# Horovod

HorovodRunner is a general API to run distributed DL workloads on Databricks using Uber’s [Horovod](https://github.com/uber/horovod) framework. By integrating Horovod with Spark’s barrier mode, Databricks is able to provide higher stability for long-running deep learning training jobs on Spark. HorovodRunner takes a Python method that contains DL training code with Horovod hooks. This method gets pickled on the driver and sent to Spark workers. A Horovod MPI job is embedded as a Spark job using barrier execution mode. The first executor collects the IP addresses of all task executors using BarrierTaskContext and triggers a Horovod job using mpirun.
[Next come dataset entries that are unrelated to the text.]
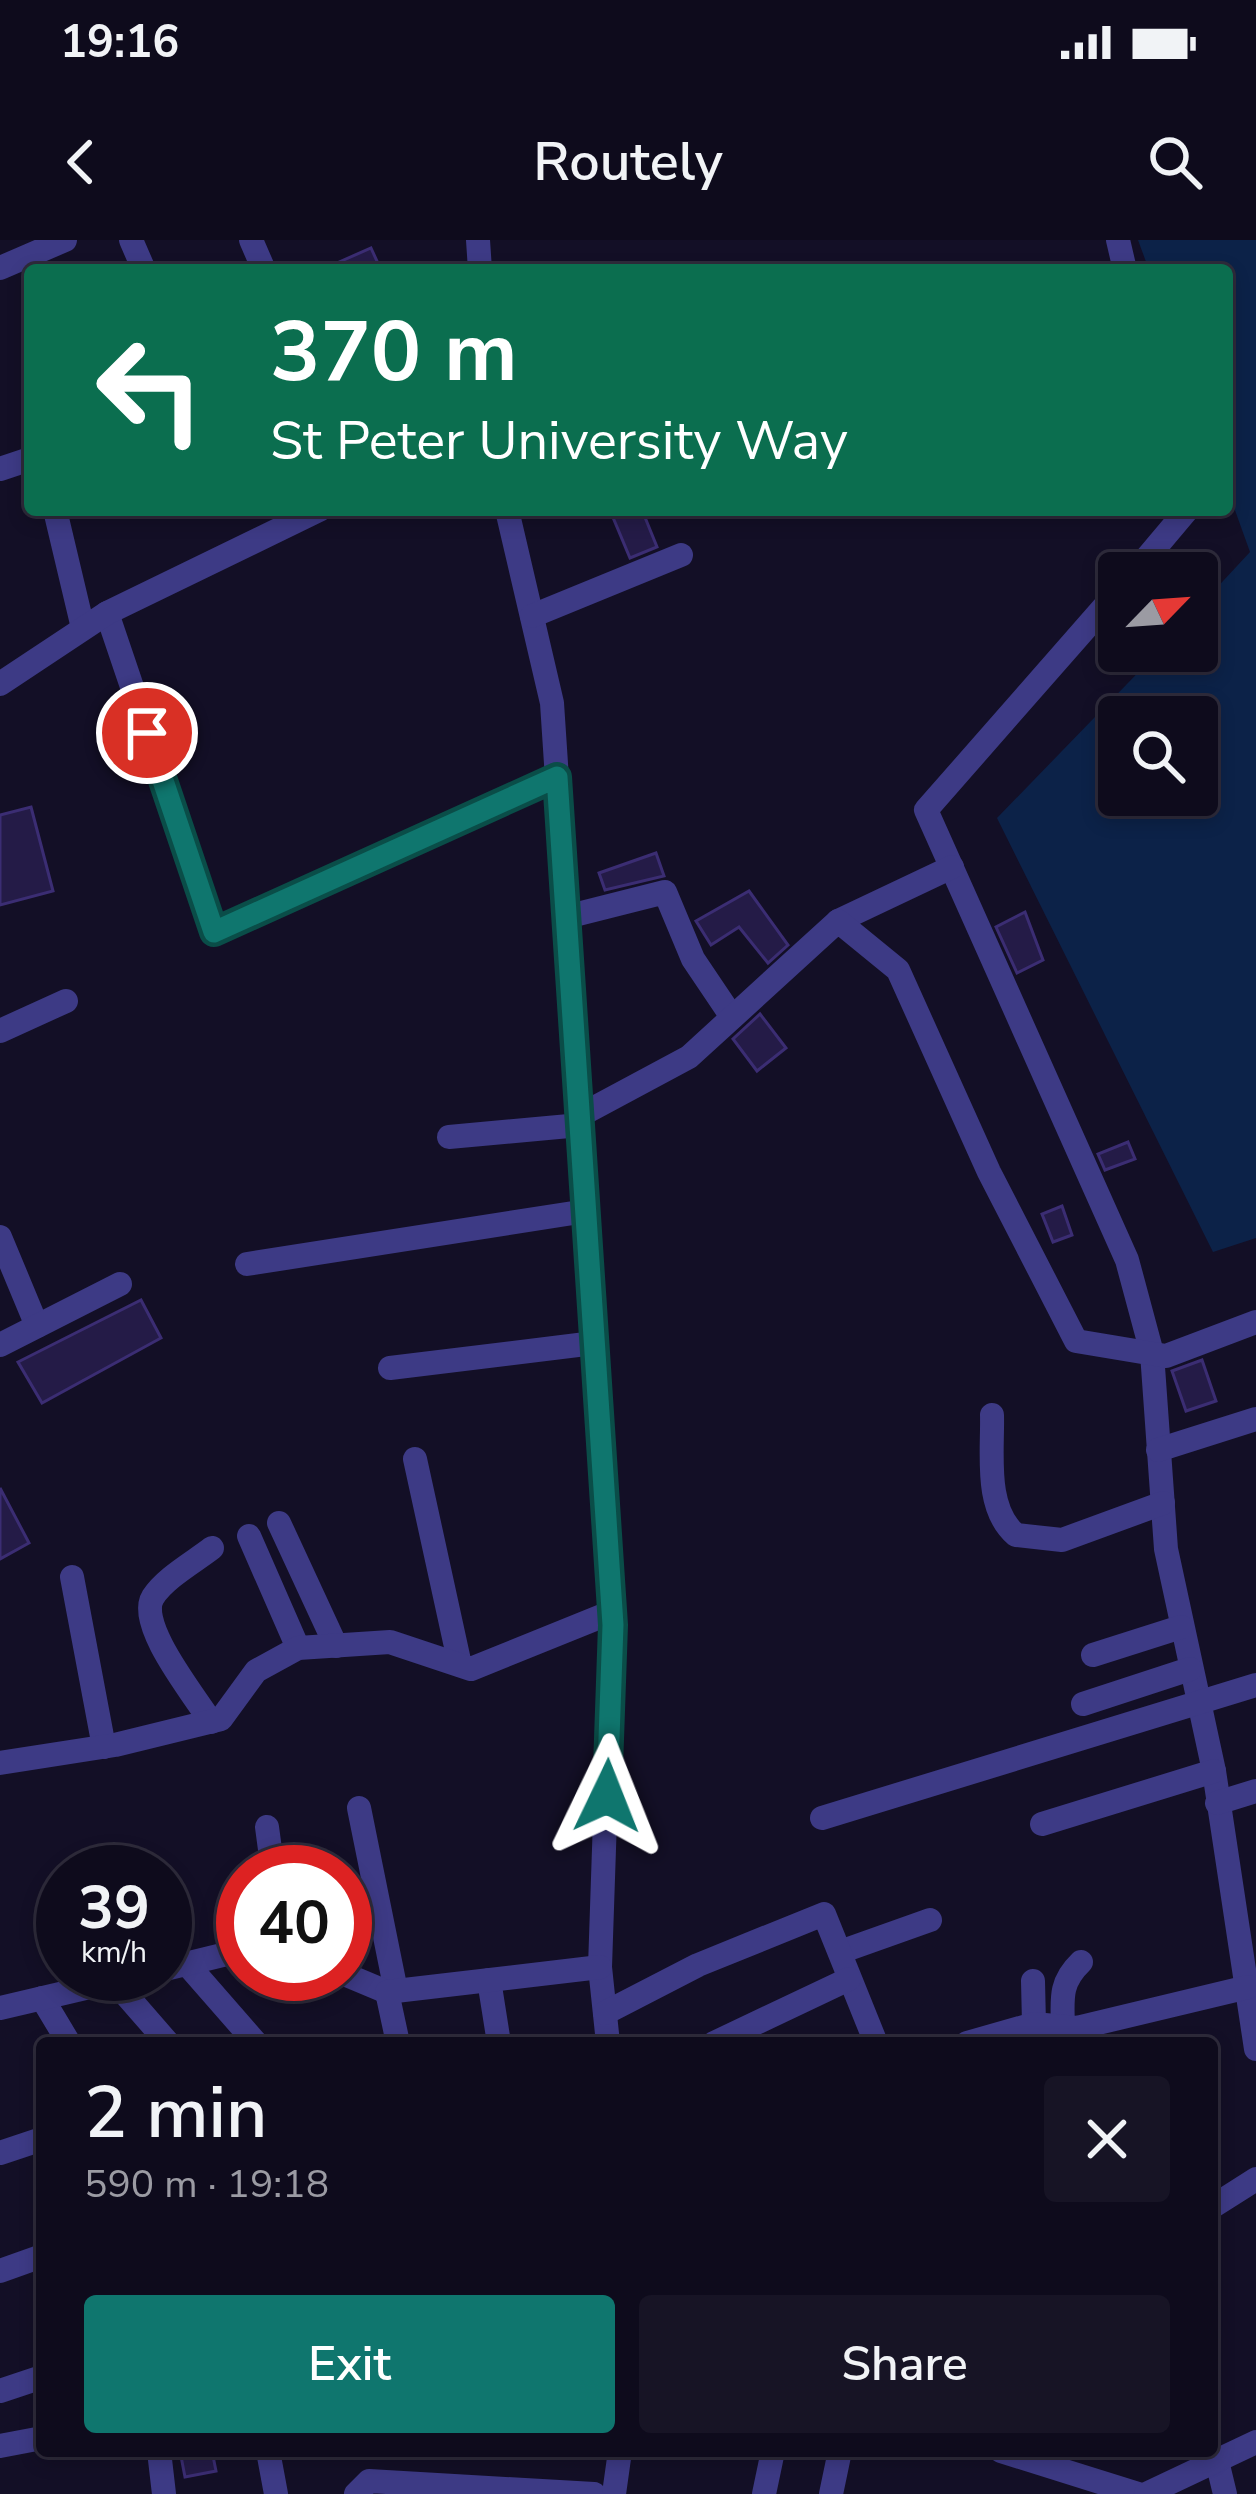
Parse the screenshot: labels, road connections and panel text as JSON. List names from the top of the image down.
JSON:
{
  "north": "top right",
  "page": {
    "status": "19:16",
    "header": "Routely",
    "turn": ["370 m", "St Peter University Way"],
    "speed": "39 km/h",
    "limit": "40",
    "heading": ["2 min", "590 m · 19:18"],
    "buttons": ["Exit", "Share"]
  }
}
Each Python MPI process loads the pickled program back, deserializes it, and runs it.

<br>

![](https://files.training.databricks.com/images/horovod-runner.png)

For additional resources, see:
* [Horovod Runner Docs](https://docs.microsoft.com/en-us/azure/databricks/applications/deep-learning/distributed-training/horovod-runner)
* [Horovod Runner webinar](https://vimeo.com/316872704/e79235f62c) 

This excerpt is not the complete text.